Sad problem. Upon inversion at $P$ fixing $(ABC)$, $\omega_A$ and $\Gamma_A$ get sent to lines tangent to $(ABC)$ and parallel to $\overline{B'C'}$, so they're the intersections of the perpendicular bisector of $\overline{B'C'}$ with $(ABC)$. The concurrency condition is equivalent to $(PA_1'A_2')$ etc. being intersecting again, with the circumcenter $O$ lying on their common radical axis, but this is trivial as $OA_1'\cdot OA_2'=OB_1'\cdot OB_2'=OC_1'\cdot OC_2'$ with the common value as the squared radius of $(ABC)$. (to prove coaxiality of three circles that are known to pass through the same point, it suffices to demonstrate another point with equal power to all three)

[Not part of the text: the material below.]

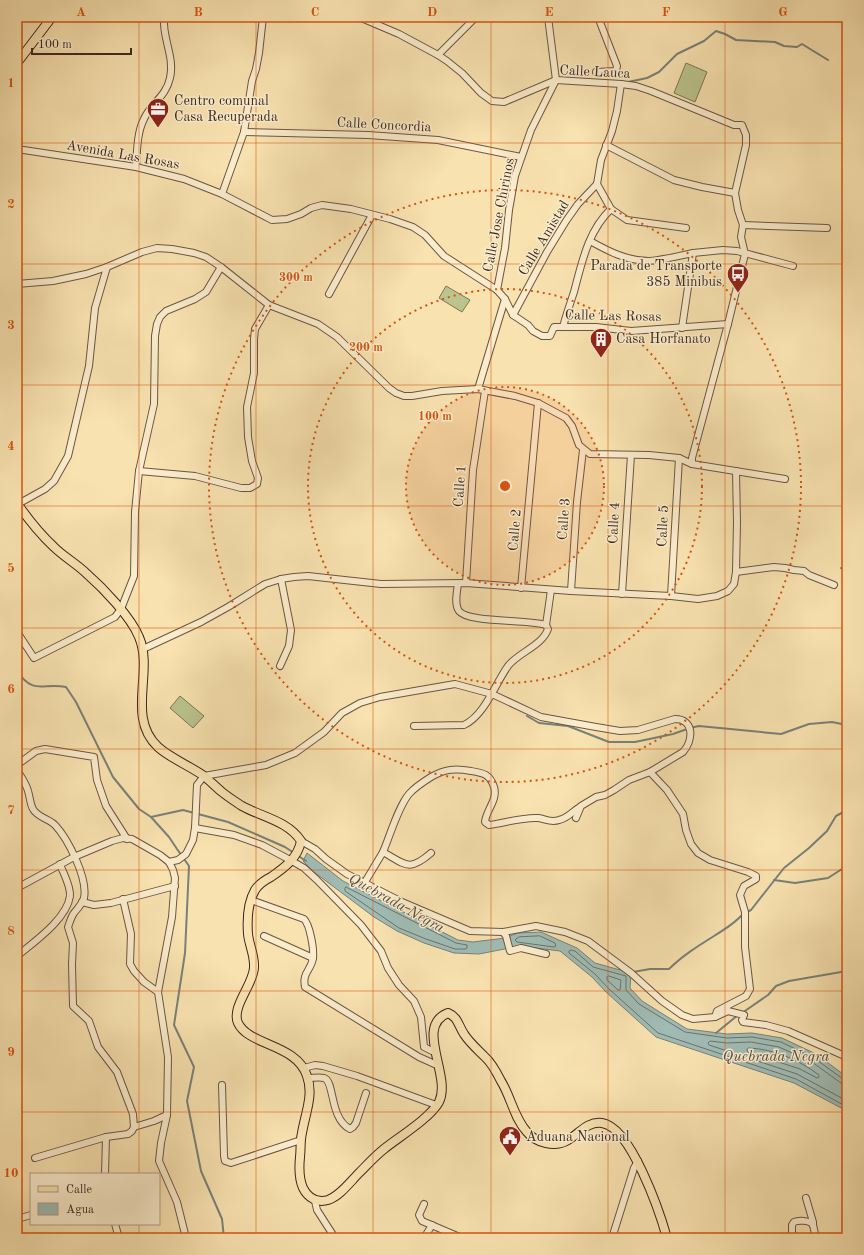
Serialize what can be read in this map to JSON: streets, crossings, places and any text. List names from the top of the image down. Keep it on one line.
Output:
{"streets":{"street":["Calle Lauca","Calle Concordia","Avenida Las Rosas","Calle Jose Chirinos","Calle Amistad","Calle Las Rosas","Calle 1","Calle 3","Calle 4","Calle 5","Calle 2"]},"crossings":[["Calle Lauca","Calle Jose Chirinos"],["Calle Concordia","Calle Jose Chirinos"],["Avenida Las Rosas","Calle Las Rosas"],["Calle Jose Chirinos","Calle Las Rosas"],["Calle Amistad","Calle Las Rosas"]],"water":["Quebrada Negra"],"places":{"office":["Centro comunal Casa Recuperada"],"bus stop":["Parada de Transporte 385 Minibus"],"building":["Casa Horfanato"],"public building":["Aduana Nacional"]},"legend":["Calle","Agua"],"scale_bar":"100 m","grid":{"columns":["A","B","C","D","E","F","G"],"rows":["1","2","3","4","5","6","7","8","9","10"]},"rings":["300 m","200 m","100 m"]}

Alternatively, Pascal also works.

My long solution as follows. There may be some shortcut statements, if any don't hesitate to inform me. --- Let $\Pi = (ABC)$, $\Pi_A = (BPC)$, and the radius of $\Pi$ be $R$. The radical axis of each pair of the three circles intersect at a single point. That is, the radical axis of $\omega_A$ with $\Gamma_A$, the radical axis of $\omega_A$ with $\Pi$, and the radical axis of $\Gamma_A$ with $\Pi$ intersect at a single point. Let this point be $O_A$. $O_AP = O_AA_1 = O_AA_2$. Let $(O_A, |O_AP|) = \pi_A$. Since the tangent of $\Pi_A$ at $O_AP$ and the tangent of $\Pi$ at $O_AA_2$ are equal, $O_A$ is on the radical axis of these two circles (That is, $O_A \in BC$). In this case, $$OO_A^2 - R^2 = O_AP^2 \qquad (1)$$. Now, let us define $O_B$ and $\pi_B$ for $\Pi_B = (APC)$ in a similar way. $$OO_B^2 - R^2 = O_BP^2 \qquad (2)$$The radical axis of $\pi_A$ and $\pi_B$ passes through $P$ and is perpendicular to $O_AO_B$. From $(1)-(2)$, $$OO_A^2 - OO_B^2 = O_AP^2 - O_BP^2 \qquad (3)$$, hence $OP \perp O_AO_B$. Therefore, the radical axis of $\pi_A$ and $\pi_B$ is $OP$. Let the intersection of $A_1A_2$ and $B_1B_2$ be $K$. Since the point $K$ is on the radical axis of both $\Pi$ with $\pi_A$ and $\Pi$ with $\pi_B$, it will also be on the radical axis of $\pi_A$ with $\pi_B$. Hence, $K$ will be on $OP$. In other words, if the intersection point of $OP$ and $A_1A_2$ is $K$, then $B_1B_2$ will also pass through this point $K$. Similarly, $C_1C_2$ will also pass through this point $K$.